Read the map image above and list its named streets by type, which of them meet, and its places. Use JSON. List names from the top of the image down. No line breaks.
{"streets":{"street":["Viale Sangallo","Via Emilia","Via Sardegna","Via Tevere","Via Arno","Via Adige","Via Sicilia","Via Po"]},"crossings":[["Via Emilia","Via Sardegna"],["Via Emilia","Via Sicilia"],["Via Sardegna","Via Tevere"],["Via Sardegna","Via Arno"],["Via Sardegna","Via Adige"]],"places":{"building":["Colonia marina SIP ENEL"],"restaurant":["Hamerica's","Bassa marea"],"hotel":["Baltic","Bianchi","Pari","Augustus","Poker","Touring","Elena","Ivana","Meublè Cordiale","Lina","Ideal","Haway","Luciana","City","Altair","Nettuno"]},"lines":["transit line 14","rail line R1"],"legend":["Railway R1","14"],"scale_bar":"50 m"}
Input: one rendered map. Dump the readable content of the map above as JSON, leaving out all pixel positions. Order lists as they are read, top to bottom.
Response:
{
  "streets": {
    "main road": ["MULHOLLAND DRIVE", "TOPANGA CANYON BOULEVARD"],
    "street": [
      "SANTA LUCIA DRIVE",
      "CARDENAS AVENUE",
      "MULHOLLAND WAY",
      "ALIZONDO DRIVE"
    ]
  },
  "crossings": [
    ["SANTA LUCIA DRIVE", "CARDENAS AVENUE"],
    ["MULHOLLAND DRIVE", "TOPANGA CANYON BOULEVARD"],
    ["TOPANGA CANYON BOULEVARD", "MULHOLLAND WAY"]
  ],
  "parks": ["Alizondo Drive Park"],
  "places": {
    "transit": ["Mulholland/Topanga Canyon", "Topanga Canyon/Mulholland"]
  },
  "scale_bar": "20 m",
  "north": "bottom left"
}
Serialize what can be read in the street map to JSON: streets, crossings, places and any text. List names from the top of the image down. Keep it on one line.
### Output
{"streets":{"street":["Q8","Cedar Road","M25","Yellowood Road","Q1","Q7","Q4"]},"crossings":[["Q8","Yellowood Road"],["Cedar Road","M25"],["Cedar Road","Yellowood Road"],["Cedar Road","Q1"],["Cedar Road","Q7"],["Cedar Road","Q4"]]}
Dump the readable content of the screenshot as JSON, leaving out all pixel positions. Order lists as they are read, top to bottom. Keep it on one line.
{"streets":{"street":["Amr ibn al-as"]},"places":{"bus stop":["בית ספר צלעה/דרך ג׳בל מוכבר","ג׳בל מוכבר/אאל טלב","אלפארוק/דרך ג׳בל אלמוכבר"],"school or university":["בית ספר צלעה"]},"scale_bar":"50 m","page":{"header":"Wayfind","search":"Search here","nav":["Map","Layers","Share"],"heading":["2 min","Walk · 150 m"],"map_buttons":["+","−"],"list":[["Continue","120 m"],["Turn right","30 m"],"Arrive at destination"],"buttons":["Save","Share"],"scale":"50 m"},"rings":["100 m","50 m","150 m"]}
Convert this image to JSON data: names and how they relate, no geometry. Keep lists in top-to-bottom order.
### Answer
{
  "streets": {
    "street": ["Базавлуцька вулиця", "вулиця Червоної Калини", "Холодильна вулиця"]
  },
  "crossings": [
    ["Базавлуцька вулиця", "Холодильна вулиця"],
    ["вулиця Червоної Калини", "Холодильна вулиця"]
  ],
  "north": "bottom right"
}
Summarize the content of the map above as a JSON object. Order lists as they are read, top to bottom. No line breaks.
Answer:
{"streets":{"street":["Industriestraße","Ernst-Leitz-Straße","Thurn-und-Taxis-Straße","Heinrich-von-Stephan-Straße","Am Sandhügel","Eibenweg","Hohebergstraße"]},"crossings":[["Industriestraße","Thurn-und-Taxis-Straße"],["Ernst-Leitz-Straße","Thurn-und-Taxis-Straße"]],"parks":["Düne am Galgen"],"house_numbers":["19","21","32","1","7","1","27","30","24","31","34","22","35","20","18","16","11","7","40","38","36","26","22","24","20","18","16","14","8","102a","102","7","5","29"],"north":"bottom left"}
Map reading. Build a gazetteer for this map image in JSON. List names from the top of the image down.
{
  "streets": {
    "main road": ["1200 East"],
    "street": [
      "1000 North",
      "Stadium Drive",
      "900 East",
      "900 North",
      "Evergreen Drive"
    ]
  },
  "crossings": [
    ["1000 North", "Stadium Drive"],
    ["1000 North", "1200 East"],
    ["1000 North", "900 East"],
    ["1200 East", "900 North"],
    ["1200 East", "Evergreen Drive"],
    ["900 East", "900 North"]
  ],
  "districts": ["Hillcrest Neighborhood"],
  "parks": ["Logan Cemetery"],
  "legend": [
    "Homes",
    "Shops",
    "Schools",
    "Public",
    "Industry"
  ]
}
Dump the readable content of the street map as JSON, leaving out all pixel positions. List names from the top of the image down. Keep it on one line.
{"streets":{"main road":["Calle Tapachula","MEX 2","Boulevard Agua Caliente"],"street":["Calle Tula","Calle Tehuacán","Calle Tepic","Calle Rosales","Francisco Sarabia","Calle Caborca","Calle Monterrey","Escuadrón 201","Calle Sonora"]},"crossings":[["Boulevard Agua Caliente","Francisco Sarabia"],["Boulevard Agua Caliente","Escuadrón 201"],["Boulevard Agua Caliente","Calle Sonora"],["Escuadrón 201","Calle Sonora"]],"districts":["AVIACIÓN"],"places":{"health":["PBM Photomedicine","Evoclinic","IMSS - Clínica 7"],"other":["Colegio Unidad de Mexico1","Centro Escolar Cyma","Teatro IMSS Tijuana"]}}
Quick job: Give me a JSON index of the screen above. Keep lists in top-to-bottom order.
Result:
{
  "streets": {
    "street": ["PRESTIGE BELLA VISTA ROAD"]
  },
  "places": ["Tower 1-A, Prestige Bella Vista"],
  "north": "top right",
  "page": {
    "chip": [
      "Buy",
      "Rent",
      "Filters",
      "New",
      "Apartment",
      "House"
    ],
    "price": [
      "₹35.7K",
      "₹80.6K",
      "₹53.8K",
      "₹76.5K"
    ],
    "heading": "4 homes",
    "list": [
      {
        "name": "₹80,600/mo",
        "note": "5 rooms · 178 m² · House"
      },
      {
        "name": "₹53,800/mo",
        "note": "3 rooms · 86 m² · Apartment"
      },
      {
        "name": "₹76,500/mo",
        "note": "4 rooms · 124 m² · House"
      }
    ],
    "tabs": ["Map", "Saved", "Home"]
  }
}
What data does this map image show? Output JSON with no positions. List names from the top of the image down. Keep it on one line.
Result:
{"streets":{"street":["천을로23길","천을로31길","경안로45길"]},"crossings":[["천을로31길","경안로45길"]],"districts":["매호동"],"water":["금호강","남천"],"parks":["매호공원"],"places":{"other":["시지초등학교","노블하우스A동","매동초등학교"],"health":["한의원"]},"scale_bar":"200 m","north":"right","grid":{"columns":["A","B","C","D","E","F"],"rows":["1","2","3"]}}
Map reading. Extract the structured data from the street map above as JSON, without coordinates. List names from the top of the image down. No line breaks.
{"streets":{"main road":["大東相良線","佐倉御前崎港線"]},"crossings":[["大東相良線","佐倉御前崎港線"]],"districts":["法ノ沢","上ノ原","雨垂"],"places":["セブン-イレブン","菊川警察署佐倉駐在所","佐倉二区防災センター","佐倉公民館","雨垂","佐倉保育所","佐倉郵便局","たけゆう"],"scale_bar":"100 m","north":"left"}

..............................

(Your goal) Every line from the first entry to the line containing "Input: one rendered" should be transcribed exactly, and nothing beyond it.

(Result)
Read the map image above and list its named streets by type, which of them meet, and its places. Use JSON. List names from the top of the image down. No line breaks.
{"streets":{"street":["Viale Sangallo","Via Emilia","Via Sardegna","Via Tevere","Via Arno","Via Adige","Via Sicilia","Via Po"]},"crossings":[["Via Emilia","Via Sardegna"],["Via Emilia","Via Sicilia"],["Via Sardegna","Via Tevere"],["Via Sardegna","Via Arno"],["Via Sardegna","Via Adige"]],"places":{"building":["Colonia marina SIP ENEL"],"restaurant":["Hamerica's","Bassa marea"],"hotel":["Baltic","Bianchi","Pari","Augustus","Poker","Touring","Elena","Ivana","Meublè Cordiale","Lina","Ideal","Haway","Luciana","City","Altair","Nettuno"]},"lines":["transit line 14","rail line R1"],"legend":["Railway R1","14"],"scale_bar":"50 m"}
Input: one rendered map. Dump the readable content of the map above as JSON, leaving out all pixel positions. Order lists as they are read, top to bottom.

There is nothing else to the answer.